Assisted Dying

Thank you for contacting me regarding assisted dying.

Diary permitting, I will try to attend the reception being held on the 23 May. I fully appreciate the depth of your concerns about this issue and am aware that Coping with a terminal condition is an incredibly distressing and difficult time for both for the patient and their families.

As you may know, assisting or encouraging suicide is a criminal offence under Section 2 of the Suicide Act 1961. I am aware that the Director of Public Prosecutions (DPP) published guidelines primarily concerned with advising the Crown Prosecution Service (CPS) prosecutors about the factors which they need to consider when deciding whether it is in the public interest to prosecute a person for assisting or encouraging another to commit suicide.

The House of Commons has discussed the DPP's guidelines and these were unanimously commended as being a compassionate and measured way of dealing with one of the most emotionally-charged crimes in the statute book. However, they do not change the law; assisting or encouraging suicide has not been decriminalised.

The DPP further clarified the CPS Policy on the likelihood of prosecution of health care professionals, to specify that the relationship of care will be the important aspect and it will be necessary to consider whether the suspect may have been in a position to exert some influence on the victim.

I believe the application of the law should be flexible enough to distinguish the facts and the circumstances of one case from another. To this end, the DPP's policy offers important and sensitive guidance.
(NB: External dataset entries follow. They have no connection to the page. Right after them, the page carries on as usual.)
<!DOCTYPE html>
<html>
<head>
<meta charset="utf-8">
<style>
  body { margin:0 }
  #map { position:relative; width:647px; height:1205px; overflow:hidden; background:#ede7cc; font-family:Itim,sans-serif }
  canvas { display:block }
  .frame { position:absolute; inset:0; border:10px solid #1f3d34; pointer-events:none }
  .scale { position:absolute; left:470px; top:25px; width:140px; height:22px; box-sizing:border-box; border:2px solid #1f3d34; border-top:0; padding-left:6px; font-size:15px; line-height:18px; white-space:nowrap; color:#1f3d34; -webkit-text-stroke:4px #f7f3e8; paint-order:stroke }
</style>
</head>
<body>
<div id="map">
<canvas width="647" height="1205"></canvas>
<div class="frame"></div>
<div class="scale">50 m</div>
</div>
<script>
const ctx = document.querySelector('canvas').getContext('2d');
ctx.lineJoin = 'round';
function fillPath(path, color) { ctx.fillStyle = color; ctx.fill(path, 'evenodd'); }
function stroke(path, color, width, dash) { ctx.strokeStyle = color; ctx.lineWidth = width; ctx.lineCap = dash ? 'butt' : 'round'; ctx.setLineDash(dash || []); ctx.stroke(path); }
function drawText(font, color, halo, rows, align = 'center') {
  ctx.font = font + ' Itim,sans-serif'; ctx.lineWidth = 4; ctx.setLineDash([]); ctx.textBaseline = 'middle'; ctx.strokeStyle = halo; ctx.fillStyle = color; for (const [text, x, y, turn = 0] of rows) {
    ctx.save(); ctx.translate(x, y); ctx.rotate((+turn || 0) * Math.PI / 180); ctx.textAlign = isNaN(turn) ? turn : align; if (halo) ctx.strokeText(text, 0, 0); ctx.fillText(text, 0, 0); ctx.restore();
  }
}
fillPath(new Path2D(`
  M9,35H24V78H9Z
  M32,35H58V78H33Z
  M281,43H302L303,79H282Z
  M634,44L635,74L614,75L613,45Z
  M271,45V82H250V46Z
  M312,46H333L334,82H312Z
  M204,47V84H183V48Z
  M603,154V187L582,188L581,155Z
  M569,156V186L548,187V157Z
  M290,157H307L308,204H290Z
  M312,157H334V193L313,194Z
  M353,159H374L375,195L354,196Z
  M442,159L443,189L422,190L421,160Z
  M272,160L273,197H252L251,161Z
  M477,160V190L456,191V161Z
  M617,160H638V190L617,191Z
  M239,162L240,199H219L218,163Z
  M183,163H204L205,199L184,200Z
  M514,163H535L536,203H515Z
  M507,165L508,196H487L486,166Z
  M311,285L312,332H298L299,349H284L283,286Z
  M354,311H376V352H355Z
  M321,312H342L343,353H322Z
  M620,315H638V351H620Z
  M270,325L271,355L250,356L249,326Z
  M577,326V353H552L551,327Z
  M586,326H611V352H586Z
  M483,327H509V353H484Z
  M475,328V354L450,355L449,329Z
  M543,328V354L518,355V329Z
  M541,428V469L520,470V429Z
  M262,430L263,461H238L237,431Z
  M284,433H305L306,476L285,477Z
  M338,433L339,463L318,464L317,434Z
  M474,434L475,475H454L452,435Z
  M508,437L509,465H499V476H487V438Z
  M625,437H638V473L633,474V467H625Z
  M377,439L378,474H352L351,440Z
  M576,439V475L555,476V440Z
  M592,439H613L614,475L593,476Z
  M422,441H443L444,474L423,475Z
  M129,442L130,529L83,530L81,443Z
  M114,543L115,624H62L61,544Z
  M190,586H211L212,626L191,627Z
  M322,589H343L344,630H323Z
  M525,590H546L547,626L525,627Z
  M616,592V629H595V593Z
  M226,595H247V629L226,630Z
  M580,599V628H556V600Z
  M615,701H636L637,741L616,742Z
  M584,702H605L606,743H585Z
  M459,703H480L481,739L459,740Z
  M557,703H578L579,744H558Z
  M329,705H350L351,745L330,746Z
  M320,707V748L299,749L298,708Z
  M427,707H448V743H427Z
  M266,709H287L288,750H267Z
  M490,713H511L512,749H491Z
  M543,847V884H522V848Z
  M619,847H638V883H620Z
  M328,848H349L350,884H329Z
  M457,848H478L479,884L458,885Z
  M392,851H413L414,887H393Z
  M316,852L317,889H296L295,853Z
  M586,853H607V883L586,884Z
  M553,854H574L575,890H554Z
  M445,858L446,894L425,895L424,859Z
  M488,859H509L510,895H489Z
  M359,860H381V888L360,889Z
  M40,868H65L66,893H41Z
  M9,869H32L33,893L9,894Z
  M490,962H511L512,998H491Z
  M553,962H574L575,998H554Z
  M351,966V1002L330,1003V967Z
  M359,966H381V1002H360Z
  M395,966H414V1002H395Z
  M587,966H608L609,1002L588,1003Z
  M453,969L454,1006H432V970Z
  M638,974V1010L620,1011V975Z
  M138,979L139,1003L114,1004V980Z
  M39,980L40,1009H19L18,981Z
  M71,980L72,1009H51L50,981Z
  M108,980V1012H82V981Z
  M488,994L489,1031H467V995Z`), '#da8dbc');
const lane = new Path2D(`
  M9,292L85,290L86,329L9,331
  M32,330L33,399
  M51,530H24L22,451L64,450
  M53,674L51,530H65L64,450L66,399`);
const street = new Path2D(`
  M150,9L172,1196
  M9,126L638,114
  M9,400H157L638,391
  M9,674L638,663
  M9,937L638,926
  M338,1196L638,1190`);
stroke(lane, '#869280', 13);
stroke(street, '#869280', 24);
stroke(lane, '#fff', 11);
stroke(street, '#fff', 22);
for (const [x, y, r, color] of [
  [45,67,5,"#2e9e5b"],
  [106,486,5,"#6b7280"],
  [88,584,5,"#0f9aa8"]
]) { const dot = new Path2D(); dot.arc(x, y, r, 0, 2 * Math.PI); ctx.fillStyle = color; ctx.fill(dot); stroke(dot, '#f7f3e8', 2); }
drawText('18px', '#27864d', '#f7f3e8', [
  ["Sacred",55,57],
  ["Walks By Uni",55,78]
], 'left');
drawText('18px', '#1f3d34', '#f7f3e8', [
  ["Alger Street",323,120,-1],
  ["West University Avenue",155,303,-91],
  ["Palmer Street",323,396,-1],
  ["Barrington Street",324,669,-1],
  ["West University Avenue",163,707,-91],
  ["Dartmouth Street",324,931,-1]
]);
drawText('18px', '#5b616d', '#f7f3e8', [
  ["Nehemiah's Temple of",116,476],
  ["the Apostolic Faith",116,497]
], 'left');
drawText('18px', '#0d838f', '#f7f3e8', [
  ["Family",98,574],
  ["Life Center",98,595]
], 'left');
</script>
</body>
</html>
I fully accept that suicide, assisting or encouraging suicide, assisted dying and euthanasia are all subjects on which it is entirely possible for people to hold widely different but defensible opinions. This is why the substance of the law in this area is not a matter of party politics but of conscience and any vote would be a free one should the law in this area ever be altered.

I accept that there are imperfections and problems with the current law, but I think that these can be dealt with sensitively and sensibly without having a new law that actually brings in euthanasia. Although the DPP's policy makes clear that assisting a person to die is still illegal, I am worried that by not prosecuting those assisting in the suicide of others we will encourage demands for legalising assisted dying and euthanasia. In my view, the lives of the terminally ill and the frail are of equal value to anyone else's and as such, they deserve equal protection under the criminal law.
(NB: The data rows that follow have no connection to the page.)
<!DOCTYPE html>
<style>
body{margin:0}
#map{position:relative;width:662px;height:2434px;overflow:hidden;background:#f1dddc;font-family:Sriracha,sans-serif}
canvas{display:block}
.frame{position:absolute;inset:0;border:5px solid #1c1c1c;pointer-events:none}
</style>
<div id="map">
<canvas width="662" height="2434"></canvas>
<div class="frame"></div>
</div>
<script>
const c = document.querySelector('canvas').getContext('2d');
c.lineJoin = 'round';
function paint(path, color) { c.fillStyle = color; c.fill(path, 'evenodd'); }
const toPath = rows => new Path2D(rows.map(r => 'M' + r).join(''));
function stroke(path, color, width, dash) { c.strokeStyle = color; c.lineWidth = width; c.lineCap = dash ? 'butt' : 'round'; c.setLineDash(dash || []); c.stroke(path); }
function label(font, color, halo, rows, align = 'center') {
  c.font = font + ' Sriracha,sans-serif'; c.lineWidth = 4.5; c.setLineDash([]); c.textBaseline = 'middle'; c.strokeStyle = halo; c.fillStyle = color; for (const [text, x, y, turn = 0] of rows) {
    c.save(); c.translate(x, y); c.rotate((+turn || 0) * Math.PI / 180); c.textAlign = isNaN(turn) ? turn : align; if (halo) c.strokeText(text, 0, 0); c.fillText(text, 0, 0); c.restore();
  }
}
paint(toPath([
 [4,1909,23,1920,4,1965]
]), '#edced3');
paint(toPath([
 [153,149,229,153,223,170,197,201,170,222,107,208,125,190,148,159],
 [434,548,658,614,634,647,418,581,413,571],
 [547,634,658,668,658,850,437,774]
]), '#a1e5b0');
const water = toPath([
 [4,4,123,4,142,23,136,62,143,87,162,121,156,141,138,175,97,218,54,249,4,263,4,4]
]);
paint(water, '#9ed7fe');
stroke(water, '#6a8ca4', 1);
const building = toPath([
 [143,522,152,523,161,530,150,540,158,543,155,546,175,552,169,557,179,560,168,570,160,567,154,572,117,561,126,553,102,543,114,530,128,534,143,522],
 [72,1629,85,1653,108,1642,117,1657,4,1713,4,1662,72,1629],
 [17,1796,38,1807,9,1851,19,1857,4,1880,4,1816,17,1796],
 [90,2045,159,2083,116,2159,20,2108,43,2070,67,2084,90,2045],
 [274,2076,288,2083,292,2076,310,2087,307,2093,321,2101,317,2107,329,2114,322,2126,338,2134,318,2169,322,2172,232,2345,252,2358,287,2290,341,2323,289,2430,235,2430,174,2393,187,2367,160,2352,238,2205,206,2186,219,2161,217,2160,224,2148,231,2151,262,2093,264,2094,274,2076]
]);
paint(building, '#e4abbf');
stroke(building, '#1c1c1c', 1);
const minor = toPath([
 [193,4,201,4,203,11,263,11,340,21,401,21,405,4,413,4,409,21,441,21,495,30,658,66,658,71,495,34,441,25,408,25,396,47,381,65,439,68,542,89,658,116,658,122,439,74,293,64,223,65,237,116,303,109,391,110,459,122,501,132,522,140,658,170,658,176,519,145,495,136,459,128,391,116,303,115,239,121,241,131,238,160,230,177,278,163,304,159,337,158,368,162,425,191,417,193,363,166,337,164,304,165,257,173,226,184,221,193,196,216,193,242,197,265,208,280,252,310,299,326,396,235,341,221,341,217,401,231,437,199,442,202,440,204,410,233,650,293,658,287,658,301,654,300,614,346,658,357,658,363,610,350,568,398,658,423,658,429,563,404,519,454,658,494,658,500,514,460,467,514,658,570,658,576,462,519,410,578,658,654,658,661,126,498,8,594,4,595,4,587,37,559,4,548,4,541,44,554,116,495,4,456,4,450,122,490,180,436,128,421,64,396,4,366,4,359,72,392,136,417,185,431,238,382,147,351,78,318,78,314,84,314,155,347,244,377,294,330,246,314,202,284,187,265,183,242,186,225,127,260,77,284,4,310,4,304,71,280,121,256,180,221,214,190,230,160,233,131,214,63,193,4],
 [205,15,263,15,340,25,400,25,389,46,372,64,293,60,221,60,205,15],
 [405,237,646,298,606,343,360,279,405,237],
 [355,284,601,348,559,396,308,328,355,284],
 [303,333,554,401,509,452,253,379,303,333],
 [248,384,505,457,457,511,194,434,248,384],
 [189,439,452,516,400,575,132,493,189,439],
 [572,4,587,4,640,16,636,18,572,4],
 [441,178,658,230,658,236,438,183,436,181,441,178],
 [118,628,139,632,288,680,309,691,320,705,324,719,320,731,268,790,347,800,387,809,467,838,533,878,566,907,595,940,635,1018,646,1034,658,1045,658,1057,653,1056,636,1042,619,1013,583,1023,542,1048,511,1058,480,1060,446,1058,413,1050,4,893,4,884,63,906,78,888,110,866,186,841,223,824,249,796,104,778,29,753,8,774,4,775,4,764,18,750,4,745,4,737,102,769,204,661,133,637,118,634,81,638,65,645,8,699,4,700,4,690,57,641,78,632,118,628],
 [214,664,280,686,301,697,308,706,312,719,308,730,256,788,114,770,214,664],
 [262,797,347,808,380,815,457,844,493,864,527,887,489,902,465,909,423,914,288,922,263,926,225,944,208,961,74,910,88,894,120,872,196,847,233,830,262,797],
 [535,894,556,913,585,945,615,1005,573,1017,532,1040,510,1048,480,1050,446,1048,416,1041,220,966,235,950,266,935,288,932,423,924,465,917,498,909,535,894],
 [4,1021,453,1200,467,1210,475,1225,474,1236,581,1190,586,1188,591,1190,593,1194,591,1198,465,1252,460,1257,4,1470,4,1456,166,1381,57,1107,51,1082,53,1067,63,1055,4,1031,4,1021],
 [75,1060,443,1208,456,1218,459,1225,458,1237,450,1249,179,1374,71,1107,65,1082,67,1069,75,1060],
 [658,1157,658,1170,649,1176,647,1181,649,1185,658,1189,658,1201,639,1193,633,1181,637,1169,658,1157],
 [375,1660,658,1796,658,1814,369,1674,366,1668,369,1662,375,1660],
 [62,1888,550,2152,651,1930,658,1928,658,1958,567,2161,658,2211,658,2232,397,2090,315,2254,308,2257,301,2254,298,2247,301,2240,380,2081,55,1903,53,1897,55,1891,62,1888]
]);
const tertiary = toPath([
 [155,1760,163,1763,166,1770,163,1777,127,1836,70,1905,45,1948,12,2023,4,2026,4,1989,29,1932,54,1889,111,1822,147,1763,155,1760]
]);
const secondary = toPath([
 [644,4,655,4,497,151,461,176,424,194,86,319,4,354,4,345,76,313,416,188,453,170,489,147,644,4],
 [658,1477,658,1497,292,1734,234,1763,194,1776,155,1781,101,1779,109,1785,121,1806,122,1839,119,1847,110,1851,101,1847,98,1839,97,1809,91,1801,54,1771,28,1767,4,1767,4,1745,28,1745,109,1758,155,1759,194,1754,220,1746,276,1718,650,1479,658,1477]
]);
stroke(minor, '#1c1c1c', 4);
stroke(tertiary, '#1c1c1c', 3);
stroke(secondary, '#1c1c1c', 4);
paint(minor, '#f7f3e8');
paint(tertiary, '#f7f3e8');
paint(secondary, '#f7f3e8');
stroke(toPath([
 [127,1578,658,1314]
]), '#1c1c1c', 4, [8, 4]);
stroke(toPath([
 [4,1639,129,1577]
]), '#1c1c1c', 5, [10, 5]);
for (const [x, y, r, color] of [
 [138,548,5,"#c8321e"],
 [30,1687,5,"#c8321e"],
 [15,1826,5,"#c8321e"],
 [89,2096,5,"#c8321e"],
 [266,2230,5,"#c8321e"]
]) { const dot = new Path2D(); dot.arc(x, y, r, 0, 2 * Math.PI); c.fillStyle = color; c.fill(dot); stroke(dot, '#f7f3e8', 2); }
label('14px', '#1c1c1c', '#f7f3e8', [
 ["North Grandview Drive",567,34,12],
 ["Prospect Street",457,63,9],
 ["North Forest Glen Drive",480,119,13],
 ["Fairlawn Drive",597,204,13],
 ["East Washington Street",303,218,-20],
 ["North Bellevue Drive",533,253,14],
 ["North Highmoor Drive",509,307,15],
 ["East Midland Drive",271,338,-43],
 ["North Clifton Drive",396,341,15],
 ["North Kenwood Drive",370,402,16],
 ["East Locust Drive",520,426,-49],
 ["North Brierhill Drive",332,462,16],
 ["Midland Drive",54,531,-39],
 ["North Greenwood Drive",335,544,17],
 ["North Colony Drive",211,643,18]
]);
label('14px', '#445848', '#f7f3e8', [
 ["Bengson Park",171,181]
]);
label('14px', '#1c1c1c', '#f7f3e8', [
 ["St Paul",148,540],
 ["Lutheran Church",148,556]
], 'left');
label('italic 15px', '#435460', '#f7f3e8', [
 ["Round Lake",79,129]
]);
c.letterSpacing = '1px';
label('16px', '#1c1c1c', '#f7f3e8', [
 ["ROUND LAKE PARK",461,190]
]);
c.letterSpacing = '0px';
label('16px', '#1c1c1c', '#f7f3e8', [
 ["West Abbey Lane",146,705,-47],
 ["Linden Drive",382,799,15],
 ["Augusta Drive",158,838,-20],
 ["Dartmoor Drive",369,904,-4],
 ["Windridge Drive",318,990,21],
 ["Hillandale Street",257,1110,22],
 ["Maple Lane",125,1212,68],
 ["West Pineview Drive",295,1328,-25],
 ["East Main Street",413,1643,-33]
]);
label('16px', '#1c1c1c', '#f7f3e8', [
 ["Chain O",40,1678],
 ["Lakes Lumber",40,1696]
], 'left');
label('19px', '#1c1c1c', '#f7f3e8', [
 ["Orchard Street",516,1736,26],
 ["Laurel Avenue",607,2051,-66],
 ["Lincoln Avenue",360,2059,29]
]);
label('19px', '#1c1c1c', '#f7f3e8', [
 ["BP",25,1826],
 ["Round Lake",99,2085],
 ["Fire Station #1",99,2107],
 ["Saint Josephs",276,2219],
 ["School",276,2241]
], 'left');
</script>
I believe that we must ensure that people receive the most appropriate care personalised to their individual needs as they approach the end of their life.

Everyone would agree that terminally ill patients should receive the highest quality palliative support and end-of-life care, and that they and their families should be certain that their end-of-life care will meet all of their needs. With that in mind I welcome the Department of Health's End of Life Care Strategy which is intended to improve access to good quality palliative care and encourage the Government further to develop specialist palliative care and hospice provision.

Indeed, I have been delighted to visit St Anne’s Hospice and to support their inspiring work on numerous occasions as Cheadle’s MP. The generosity shown by our local community is a testament to the high esteem the hospice is held in by those whose loved ones have been cared for by St Anne’s.